EXTRACTED DATA: Begin

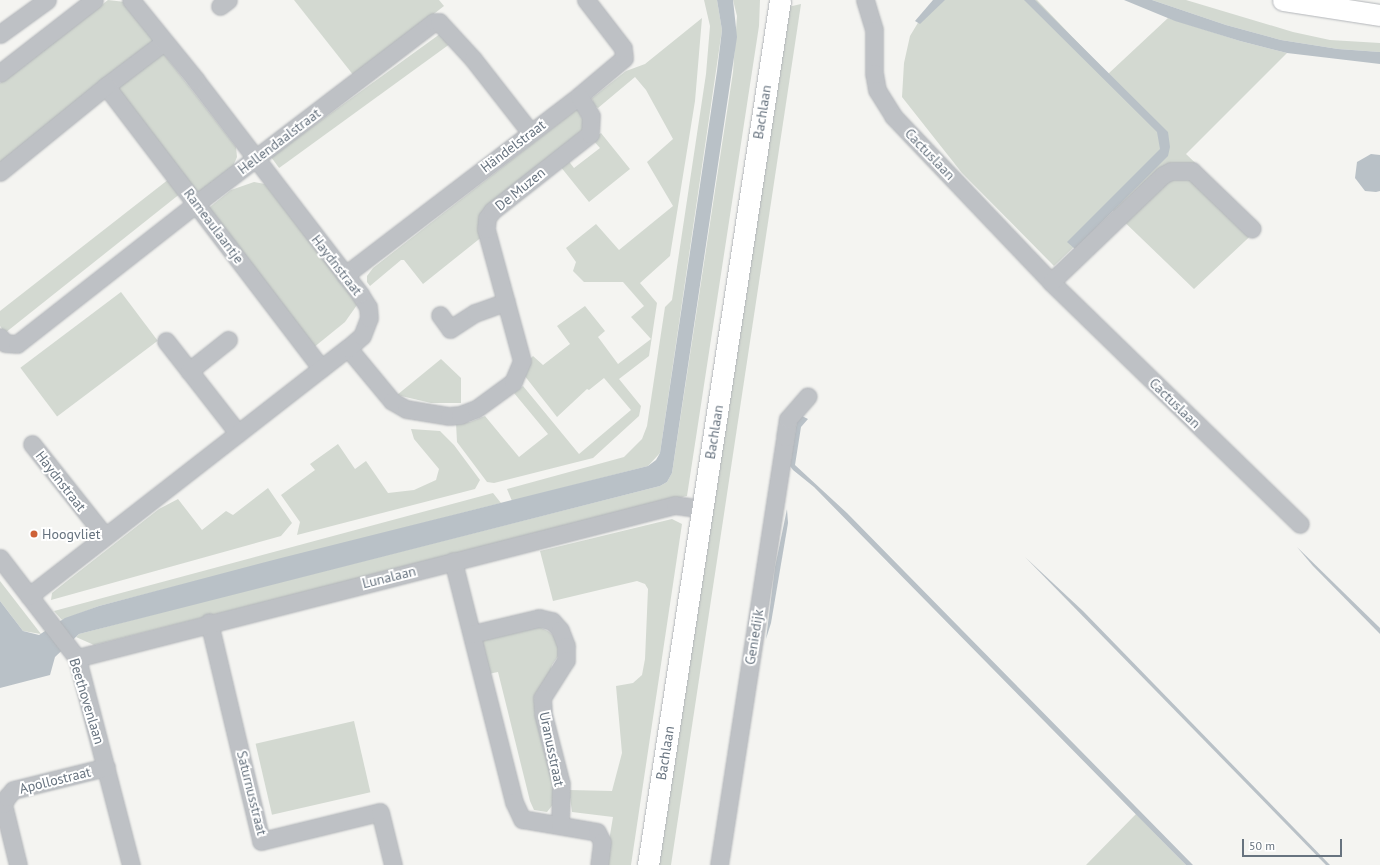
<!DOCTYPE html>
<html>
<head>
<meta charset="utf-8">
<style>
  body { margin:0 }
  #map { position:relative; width:1380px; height:865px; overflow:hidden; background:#f4f4f1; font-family:"PT Sans",sans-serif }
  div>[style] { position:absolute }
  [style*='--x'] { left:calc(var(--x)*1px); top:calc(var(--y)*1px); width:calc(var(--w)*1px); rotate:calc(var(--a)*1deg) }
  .green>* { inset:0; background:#d3d9d1; transform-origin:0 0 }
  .water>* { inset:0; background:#b9c1c7 }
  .roads { filter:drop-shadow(0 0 1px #b2b5b9) drop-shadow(0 0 1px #b2b5b9) }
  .minor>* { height:17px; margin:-8.5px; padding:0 8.5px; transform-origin:8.5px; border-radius:8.5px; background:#bec1c5 }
  .major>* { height:21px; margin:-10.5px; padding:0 10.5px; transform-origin:10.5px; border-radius:10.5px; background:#fff }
  .dots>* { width:11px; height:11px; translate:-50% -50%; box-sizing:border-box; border:2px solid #fff; border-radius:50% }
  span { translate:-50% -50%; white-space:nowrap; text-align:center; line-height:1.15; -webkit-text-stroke:4px #fff; paint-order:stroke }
  .street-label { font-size:14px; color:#67737f }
  .poi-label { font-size:14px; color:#67737f }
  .left { translate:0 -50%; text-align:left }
  .scale { position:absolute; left:1242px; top:839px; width:100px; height:18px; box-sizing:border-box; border:2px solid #67737f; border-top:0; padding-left:5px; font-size:12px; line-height:14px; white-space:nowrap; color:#67737f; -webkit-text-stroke:3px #fff; paint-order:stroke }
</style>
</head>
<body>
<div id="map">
  <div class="green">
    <div style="clip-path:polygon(108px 0,125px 2px,155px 41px,0 164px,0 83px)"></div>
    <div style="clip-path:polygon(294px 0,439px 0,444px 6px,354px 76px)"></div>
    <div style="clip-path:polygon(704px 0,717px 0,722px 30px,660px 453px,648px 466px,512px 501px,507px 489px,624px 457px,642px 439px,647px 426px,665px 307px,672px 300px,706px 74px,710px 26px)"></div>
    <div style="clip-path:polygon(733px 0,760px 0,759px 26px,687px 496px,94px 645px,76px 637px,79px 634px,178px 608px,660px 486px,667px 482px,672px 473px,733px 72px,737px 16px)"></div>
    <div style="clip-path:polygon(940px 0,1037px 0,1108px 74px,1168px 18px,1240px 41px,1287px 53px,1186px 154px,1261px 226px,1194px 289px,1112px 210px,1054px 266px,962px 173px,902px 97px,904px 63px,910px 36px,922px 16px)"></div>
    <div style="clip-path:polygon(1152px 0,1186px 0,1293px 32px,1330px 40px,1380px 43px,1380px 52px,1338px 49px,1281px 40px,1226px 25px)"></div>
    <div style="clip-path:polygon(801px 4px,671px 865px,655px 865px,788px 7px)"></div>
    <div style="clip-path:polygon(702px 18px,695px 101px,670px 256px,640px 283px,657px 303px,649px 356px,619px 379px,641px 406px,639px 416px,593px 458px,494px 483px,487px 482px,457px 442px,456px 423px,470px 422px,485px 416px,519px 457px,548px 434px,514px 393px,523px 386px,579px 454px,631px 410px,604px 378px,589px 390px,587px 389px,557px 417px,524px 375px,528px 361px,533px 356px,543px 365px,570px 344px,557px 326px,585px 306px,605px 331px,598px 337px,618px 364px,651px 339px,631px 317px,644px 306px,623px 282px,584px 282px,573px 271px,576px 262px,566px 248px,596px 224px,619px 250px,673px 206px,647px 162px,673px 139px,646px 90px,635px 77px,598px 108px,593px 105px,592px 98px,626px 71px,645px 64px)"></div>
    <div style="left:444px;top:31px;width:14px;height:214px;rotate:54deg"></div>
    <div style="clip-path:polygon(160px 49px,236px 147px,237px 157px,233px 166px,196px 199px,110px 89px)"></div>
    <div style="clip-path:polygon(577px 109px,587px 126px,487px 208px,483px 236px,423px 284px,404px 260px,401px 260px,370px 286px,367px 282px,367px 276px,373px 268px)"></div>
    <div style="clip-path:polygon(601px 133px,630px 169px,589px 202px,560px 166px,567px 159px,574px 168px,600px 148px,592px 139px)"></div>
    <div style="clip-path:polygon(169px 179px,181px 193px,5px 333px,0 326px,0 311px)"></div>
    <div style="clip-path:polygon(254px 182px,265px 184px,352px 295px,357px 305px,345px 322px,313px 348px,205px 211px,231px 190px)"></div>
    <div style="left:121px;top:292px;width:61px;height:126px;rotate:53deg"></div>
    <div style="clip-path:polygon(441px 359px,461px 378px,461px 403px,431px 403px,397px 395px)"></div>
    <div style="clip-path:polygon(411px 429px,440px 431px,454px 445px,480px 480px,475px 489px,297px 535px,300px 522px,281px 495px,315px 470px,310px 464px,338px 444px,355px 469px,366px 461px,388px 493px,414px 490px,436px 480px,439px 469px,414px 439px)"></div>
    <div style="clip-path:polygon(268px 488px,292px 523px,281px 536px,51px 600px,52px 593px,67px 581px,159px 509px,178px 499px,202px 530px,226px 511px,233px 515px)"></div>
    <div style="clip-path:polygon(493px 493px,501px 503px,99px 606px,62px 620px,54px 611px)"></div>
    <div style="clip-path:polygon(672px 519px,682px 524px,631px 865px,605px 865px,613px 817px,572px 812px,569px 790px,612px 791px,622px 753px,616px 686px,633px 683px,642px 675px,645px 659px,648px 589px,645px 584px,637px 581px,553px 601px,540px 551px)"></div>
    <div style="clip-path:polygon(0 581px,41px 634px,23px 631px,0 601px)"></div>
    <div style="clip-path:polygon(539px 627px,548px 631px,557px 639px,561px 652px,552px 665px,549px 677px,555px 802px,547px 812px,534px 810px,530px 801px,498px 672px,488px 674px,481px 639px)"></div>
    <div style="left:354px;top:721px;width:73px;height:101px;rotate:77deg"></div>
    <div style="clip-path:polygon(1136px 814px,1168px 847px,1186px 865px,1086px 865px)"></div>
  </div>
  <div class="water">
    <div style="clip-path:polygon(717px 0,733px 0,737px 37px,672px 473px,667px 482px,660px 486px,79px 634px,55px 657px,50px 675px,0 688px,0 601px,23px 631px,39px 635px,65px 618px,99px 606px,281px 558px,648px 466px,656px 460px,660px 453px,717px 71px,722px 30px)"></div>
    <div style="clip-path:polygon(933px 0,945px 0,920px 24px,915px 21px)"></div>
    <div style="clip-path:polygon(1024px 0,1035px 0,1168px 132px,1170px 147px,1168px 156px,1075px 249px,1067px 242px,1160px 149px,1157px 132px)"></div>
    <div style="clip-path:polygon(1124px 0,1152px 0,1226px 25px,1281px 40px,1338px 49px,1380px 52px,1380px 64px,1287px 53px,1240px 41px,1175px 21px)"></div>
    <div style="clip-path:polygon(1371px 154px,1380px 155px,1380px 191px,1376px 192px,1365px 191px,1355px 178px,1357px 162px)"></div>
    <div style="clip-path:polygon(802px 416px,808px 419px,801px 427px,795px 465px,847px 513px,1193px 865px,1186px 865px,1168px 847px,814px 487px,793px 470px,790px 466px,797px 421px)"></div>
    <div style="clip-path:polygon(787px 509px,788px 523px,771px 623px,766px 639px,775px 567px)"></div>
    <div style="clip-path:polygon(1297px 547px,1380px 628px,1380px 634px,1313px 566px)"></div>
    <div style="clip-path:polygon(1025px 557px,1083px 611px,1330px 865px,1326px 865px)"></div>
  </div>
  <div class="roads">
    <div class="minor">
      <div style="--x:865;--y:0;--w:31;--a:73"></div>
      <div style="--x:874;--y:30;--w:43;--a:90"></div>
      <div style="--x:874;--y:73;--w:17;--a:80"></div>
      <div style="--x:877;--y:90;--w:31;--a:58"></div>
      <div style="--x:893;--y:116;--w:229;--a:46.4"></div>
      <div style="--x:1051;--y:282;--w:347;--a:44.2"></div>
      <div style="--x:220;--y:6;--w:10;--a:-37"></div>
      <div style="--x:0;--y:34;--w:58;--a:-35.9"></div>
      <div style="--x:164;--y:42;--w:73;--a:142.8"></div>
      <div style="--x:106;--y:86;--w:355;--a:52.7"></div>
      <div style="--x:0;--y:73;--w:119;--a:-37.8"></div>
      <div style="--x:0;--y:172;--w:136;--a:-39.1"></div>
      <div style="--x:345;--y:275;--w:295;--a:-37.4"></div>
      <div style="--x:579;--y:96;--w:59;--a:-40.2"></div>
      <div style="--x:624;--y:58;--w:10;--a:-96"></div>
      <div style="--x:623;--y:48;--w:61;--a:-127.6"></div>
      <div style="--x:1051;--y:282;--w:155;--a:-43.7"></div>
      <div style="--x:1163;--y:175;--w:9;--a:-27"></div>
      <div style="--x:1171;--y:171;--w:21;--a:0"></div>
      <div style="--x:1192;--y:171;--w:83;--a:44"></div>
      <div style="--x:440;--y:315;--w:17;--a:54"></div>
      <div style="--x:450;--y:329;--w:30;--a:-33"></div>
      <div style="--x:475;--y:313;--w:33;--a:-20"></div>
      <div style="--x:0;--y:337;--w:8;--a:50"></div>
      <div style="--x:5;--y:343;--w:12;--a:5"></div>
      <div style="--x:17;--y:344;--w:229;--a:-38.1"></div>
      <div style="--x:197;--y:203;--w:298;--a:-37.4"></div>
      <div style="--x:434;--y:22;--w:5;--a:0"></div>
      <div style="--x:439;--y:22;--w:50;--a:47.4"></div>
      <div style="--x:473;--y:59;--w:93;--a:52"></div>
      <div style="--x:166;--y:341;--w:117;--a:52"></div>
      <div style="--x:348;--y:348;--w:69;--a:50.3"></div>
      <div style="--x:392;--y:401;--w:16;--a:30"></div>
      <div style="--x:406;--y:409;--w:44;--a:9.2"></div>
      <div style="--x:449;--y:416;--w:11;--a:-5"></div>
      <div style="--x:460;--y:415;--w:17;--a:-21"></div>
      <div style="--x:476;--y:409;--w:46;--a:-36.1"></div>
      <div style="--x:513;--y:382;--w:23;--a:-67"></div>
      <div style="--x:522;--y:361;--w:137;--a:-105.3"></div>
      <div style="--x:486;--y:229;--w:11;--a:-85"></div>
      <div style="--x:487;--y:218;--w:9;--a:-54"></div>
      <div style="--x:492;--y:211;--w:125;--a:-38.2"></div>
      <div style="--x:590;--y:134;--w:18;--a:-87"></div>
      <div style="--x:591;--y:116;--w:23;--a:-121"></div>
      <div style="--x:189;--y:371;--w:50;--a:-38.5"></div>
      <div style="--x:32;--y:444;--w:117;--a:51.6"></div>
      <div style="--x:0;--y:558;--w:126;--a:52.4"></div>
      <div style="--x:77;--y:658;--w:214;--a:75.4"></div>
      <div style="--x:453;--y:561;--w:249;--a:75.8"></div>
      <div style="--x:514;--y:802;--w:19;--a:65"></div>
      <div style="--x:522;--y:819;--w:76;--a:9.8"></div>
      <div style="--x:597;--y:832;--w:11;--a:63"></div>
      <div style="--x:602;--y:842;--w:23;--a:97"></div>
      <div style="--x:29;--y:596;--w:404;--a:-37.9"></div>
      <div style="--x:348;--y:348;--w:18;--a:-41"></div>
      <div style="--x:362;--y:336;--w:19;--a:-69"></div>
      <div style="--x:369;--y:318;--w:11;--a:-95"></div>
      <div style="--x:368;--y:307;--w:15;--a:-122"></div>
      <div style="--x:360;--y:294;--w:270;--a:-127.5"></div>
      <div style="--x:196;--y:80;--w:103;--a:-129.1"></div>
      <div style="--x:209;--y:622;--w:225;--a:76.6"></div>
      <div style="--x:261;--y:841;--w:122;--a:-13.7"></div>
      <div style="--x:380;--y:812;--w:55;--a:76.2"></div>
      <div style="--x:472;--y:634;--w:69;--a:-13.4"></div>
      <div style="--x:539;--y:618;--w:13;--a:13"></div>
      <div style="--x:552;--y:621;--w:12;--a:48"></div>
      <div style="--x:560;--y:630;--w:17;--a:69"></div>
      <div style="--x:566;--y:646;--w:14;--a:90"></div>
      <div style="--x:566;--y:660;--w:45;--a:122.3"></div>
      <div style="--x:542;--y:698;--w:16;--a:86"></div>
      <div style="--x:543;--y:714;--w:72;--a:75.6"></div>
      <div style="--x:561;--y:784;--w:41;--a:91.4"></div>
      <div style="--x:77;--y:658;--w:617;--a:-14.35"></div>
      <div style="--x:675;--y:505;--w:27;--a:8"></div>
      <div style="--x:18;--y:865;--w:63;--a:-103.8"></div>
      <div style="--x:3;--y:804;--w:8;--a:-60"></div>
      <div style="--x:7;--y:797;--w:9;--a:-49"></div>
      <div style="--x:13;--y:790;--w:96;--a:-13.9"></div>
      <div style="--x:719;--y:865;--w:433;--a:-81.2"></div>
      <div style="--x:785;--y:437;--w:18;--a:-81"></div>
      <div style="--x:788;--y:419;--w:30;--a:-49"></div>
    </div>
    <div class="major">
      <div style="--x:1283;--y:0;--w:98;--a:8.8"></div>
      <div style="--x:648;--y:865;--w:875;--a:-81.32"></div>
    </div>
  </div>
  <div class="dots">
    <div style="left:34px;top:534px;background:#ce6238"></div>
  </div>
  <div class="street-label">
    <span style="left:762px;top:112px;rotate:-81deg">Bachlaan</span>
    <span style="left:279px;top:141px;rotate:-37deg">Hellendaalstraat</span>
    <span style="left:513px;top:146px;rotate:-37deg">Händelstraat</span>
    <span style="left:930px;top:154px;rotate:46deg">Cactuslaan</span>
    <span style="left:520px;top:189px;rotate:-39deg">De Muzen</span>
    <span style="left:214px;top:226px;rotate:53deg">Rameaulaantje</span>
    <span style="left:337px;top:265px;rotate:52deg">Haydnstraat</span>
    <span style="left:1175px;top:403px;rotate:44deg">Cactuslaan</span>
    <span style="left:714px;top:432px;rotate:-81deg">Bachlaan</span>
    <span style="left:61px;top:481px;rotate:52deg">Haydnstraat</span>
    <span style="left:389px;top:577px;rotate:-14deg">Lunalaan</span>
    <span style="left:754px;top:637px;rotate:-81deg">Geniedijk</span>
    <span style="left:87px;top:701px;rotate:73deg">Beethovenlaan</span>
    <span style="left:552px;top:749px;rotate:78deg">Uranusstraat</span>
    <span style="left:665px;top:753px;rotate:-81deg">Bachlaan</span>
    <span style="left:55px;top:780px;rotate:-14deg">Apollostraat</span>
    <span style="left:252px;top:793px;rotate:76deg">Saturnusstraat</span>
  </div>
  <div class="poi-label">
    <span class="left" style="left:42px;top:534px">Hoogvliet</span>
  </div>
  <div class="scale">50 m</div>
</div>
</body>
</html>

EXTRACTED DATA: End

**TASK TO COMPLETE:**
The lines to return are those in the records above that hold the word "inset".

**WRITTEN SOLUTION:**
  .green>* { inset:0; background:#d3d9d1; transform-origin:0 0 }
  .water>* { inset:0; background:#b9c1c7 }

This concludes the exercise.